Heute gleichen Bauvorhaben oft einem administrativen Hindernislauf: Genehmigungsverfahren ziehen sich über Jahre, Zuständigkeiten sind zersplittert, Vorschriften überlagern sich. Jede einzelne Regel mag oft sinnvoll sein, in der Summe jedoch blockieren sie Fortschritt. Das treibt Kosten, verschärft den Wohnraummangel und verzögert dringend benötigte Investitionen in die öffentliche Daseinsvorsorge.

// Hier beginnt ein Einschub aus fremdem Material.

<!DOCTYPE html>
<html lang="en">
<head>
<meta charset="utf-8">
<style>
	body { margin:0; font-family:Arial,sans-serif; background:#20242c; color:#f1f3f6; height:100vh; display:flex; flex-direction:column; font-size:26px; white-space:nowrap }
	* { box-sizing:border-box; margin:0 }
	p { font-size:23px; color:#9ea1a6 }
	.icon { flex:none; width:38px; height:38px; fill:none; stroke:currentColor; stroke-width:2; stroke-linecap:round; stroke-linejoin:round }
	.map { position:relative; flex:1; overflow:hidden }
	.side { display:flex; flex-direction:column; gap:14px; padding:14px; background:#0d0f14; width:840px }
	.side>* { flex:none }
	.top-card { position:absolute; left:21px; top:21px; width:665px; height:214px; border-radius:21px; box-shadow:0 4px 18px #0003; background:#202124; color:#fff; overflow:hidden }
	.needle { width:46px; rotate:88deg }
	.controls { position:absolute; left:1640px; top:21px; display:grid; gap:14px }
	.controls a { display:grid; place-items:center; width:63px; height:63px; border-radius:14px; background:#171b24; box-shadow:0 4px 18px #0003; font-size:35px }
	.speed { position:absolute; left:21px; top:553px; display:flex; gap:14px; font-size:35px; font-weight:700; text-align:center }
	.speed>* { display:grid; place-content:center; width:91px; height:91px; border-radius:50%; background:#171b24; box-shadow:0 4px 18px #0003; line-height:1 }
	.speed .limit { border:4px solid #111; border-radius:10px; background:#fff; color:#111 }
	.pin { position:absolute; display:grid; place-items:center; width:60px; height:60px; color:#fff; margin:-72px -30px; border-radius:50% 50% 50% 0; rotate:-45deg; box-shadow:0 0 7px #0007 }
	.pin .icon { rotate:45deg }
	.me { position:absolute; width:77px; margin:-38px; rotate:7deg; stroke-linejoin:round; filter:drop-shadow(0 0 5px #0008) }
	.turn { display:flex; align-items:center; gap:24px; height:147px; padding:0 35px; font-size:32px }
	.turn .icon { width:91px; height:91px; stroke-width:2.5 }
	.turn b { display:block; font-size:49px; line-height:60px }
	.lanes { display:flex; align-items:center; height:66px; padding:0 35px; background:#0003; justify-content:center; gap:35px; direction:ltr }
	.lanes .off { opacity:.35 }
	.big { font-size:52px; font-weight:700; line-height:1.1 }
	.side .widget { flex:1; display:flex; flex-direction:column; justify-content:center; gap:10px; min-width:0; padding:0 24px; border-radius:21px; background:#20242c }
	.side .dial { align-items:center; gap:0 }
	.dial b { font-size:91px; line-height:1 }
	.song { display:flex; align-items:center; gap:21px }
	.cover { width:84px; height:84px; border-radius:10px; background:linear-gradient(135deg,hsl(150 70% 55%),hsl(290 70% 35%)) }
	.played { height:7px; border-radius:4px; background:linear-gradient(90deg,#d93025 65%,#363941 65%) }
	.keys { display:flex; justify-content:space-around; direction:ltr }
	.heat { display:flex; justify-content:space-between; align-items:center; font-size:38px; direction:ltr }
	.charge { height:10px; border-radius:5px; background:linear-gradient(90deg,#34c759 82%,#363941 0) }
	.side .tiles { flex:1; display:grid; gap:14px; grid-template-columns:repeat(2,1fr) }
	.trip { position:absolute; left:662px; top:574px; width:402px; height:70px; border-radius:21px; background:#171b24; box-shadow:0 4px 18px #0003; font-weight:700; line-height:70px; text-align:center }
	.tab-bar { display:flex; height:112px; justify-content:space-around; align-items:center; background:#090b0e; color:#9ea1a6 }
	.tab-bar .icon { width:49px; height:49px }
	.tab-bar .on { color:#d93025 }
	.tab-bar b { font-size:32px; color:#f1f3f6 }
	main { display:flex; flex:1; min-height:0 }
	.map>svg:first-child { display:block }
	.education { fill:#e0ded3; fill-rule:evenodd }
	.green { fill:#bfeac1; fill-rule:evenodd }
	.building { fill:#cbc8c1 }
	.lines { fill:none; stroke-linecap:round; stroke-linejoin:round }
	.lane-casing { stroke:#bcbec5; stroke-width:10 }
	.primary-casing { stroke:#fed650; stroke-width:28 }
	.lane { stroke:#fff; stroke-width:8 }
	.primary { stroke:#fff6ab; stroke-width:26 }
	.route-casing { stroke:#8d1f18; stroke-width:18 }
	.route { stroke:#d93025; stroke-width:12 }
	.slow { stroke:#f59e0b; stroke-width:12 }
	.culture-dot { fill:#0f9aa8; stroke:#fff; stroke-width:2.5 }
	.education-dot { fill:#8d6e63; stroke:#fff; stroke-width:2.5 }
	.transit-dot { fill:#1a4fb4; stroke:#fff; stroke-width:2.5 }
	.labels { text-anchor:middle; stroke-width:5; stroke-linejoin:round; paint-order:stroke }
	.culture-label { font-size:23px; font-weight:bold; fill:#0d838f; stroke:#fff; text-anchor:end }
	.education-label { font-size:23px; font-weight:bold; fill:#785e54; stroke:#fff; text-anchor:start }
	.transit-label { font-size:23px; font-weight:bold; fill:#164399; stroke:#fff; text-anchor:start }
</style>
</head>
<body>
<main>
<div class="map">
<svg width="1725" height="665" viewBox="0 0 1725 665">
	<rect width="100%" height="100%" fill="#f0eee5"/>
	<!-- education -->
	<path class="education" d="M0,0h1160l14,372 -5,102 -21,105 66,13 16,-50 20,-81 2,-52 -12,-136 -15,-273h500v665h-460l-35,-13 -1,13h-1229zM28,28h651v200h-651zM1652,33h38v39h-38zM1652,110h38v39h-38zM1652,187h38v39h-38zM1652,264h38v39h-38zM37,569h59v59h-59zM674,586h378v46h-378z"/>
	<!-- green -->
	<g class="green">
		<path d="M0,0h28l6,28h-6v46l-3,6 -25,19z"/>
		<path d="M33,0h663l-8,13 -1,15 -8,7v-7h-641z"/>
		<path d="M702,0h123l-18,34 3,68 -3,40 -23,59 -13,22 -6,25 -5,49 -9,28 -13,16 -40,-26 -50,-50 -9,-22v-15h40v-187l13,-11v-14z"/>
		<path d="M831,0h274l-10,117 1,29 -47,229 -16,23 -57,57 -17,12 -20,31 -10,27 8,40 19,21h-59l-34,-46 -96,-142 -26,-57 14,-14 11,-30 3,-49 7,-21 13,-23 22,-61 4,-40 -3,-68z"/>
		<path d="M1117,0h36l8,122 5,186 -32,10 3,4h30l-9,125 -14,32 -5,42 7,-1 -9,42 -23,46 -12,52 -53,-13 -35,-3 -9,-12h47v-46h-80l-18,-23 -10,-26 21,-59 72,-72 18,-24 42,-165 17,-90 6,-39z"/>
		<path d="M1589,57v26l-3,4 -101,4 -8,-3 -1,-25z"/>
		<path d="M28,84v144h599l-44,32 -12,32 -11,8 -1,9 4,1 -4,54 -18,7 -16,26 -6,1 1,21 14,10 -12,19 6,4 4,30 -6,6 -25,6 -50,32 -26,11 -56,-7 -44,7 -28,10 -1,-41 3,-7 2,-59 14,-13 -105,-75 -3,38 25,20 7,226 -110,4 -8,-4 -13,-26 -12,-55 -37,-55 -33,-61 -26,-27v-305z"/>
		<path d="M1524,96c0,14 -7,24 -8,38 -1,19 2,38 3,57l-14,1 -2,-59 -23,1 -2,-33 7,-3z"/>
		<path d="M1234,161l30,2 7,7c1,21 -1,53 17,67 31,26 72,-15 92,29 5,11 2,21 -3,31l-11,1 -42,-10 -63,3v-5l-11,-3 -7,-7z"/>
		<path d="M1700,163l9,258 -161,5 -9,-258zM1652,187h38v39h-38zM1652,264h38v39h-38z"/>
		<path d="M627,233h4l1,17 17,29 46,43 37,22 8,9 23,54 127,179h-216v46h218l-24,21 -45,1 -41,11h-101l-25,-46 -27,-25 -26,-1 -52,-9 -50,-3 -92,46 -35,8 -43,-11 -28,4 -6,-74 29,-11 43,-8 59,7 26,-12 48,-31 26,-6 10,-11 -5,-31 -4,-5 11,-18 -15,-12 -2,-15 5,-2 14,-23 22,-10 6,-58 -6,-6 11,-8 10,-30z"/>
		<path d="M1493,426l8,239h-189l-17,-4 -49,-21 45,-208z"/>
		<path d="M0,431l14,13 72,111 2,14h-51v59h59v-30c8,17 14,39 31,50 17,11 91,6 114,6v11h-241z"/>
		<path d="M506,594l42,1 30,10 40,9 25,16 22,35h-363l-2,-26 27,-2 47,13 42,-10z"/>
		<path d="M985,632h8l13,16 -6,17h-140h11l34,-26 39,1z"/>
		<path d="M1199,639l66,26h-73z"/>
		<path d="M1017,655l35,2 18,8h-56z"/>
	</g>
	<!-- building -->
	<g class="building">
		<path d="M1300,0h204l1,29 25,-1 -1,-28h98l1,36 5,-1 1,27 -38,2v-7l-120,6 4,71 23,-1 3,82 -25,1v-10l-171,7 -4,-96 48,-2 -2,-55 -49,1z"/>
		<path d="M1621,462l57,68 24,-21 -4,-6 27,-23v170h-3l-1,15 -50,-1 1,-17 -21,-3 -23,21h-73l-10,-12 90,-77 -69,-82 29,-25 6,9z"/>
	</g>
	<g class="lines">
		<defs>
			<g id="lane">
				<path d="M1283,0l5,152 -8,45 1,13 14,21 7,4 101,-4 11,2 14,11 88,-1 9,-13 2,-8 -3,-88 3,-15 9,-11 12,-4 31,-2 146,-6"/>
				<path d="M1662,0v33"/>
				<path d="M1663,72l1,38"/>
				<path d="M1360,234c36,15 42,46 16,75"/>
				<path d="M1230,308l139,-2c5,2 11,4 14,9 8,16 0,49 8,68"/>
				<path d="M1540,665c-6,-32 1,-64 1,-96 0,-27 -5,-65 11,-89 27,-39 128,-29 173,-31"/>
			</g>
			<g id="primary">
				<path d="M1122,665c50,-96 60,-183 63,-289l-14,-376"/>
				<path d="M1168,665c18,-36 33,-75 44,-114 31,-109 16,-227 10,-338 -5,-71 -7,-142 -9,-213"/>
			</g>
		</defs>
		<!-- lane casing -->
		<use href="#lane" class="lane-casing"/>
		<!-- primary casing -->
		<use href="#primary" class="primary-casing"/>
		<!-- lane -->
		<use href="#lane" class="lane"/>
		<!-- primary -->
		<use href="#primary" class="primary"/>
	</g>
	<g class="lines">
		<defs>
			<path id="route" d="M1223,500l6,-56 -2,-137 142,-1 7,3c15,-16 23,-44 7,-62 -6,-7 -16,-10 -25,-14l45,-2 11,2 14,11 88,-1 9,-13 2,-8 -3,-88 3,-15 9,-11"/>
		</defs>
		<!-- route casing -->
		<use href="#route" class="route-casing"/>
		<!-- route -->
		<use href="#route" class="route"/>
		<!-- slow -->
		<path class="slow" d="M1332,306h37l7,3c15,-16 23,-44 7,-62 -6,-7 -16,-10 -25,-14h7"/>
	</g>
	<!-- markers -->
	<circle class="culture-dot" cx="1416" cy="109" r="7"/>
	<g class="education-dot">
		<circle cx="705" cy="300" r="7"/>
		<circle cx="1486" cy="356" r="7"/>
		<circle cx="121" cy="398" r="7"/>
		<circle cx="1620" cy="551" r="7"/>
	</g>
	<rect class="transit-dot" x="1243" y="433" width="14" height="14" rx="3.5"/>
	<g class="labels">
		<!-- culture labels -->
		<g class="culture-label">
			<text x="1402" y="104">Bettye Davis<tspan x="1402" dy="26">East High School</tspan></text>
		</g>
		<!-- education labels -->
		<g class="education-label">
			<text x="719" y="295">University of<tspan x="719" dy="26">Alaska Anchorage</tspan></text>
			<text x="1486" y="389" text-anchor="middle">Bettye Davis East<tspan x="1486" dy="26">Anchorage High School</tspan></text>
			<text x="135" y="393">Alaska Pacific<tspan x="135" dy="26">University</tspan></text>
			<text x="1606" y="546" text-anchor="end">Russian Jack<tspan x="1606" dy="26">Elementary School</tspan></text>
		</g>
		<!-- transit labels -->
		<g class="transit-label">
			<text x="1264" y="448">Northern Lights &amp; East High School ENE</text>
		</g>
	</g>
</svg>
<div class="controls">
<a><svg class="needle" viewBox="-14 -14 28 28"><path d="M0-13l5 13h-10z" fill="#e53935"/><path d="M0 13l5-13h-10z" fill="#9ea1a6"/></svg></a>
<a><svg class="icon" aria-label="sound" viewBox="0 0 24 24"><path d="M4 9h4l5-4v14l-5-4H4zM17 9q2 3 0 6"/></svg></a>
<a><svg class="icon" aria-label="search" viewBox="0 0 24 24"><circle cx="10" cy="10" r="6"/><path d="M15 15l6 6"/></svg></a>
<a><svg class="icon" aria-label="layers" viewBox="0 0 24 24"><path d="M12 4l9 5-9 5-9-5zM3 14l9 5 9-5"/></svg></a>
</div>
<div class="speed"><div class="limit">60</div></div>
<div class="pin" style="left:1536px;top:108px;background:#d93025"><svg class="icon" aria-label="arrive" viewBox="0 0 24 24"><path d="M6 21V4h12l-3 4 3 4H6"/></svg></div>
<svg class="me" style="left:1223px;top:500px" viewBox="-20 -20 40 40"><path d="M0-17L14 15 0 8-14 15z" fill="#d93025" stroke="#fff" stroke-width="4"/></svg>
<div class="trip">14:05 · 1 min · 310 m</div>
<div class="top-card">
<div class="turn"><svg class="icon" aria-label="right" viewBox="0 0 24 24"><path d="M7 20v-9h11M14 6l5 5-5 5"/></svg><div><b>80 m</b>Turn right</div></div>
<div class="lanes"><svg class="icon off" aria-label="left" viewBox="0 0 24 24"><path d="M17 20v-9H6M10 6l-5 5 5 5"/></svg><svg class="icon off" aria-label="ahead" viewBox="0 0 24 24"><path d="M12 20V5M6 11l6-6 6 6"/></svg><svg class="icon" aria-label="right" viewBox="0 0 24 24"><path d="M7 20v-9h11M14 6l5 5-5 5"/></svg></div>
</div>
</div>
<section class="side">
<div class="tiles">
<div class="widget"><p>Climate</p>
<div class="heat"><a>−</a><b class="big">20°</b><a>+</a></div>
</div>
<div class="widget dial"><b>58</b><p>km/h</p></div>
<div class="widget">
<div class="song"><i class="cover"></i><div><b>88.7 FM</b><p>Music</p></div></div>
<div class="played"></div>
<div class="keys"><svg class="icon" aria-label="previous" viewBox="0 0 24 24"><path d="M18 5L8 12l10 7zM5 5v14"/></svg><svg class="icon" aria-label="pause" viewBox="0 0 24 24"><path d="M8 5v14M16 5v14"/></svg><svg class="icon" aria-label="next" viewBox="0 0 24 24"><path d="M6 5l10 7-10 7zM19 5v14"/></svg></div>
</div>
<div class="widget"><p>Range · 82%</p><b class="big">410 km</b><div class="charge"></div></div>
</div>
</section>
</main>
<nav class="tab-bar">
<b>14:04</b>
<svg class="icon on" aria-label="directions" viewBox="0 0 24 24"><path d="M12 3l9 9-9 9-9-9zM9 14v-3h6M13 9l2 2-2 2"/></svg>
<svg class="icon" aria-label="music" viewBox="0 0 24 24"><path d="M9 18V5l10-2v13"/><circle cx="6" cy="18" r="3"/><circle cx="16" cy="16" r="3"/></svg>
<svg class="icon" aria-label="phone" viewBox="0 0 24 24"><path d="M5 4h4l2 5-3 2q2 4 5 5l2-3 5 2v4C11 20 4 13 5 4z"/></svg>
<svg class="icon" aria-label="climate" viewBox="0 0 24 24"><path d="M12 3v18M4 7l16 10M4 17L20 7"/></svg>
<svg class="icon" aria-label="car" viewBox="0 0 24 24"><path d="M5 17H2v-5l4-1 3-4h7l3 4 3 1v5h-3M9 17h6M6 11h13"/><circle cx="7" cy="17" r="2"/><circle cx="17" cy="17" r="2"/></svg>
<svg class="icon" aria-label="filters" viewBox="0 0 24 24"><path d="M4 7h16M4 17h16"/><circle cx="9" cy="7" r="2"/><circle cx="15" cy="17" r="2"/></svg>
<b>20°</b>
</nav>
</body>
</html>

Besonders deutlich wird das bei der Infrastruktur: Während andere Länder Brücken oder Bahntrassen in wenigen Jahren realisieren, diskutiert Deutschland noch über Planfeststellungsdetails. Ähnlich dramatisch ist die Lage bei der Bildungsinfrastruktur: Marode Schulgebäude, fehlende Klassenräume und improvisierte Containerlösungen sind längst vielerorts Alltag. Doch selbst dort, wo Geld bereitsteht, scheitern Sanierungen und Neubauvorhaben an komplexen Verfahren, langen Prüfketten und wechselnden Anforderungen von Bau-, Umwelt- und Schulbehörden. Für Schülerinnen und Schüler bedeutet das: Lernen unter schlechten Bedingungen – über Jahre hinweg.
Bürokratieabbau heißt dabei nicht, Standards über Bord zu werfen. Sicherheit, Umwelt- und Beteiligungsrechte bleiben unverzichtbar. Aber die Verfahren müssen einfacher, digitaler und verbindlicher werden. Warum gelten für identische Schulbauten unterschiedliche Landesvorschriften? Warum werden Gutachten mehrfach erstellt, obwohl sich die Ausgangslage kaum unterscheidet? Und warum fehlen klare Fristen, in denen entschieden werden muss?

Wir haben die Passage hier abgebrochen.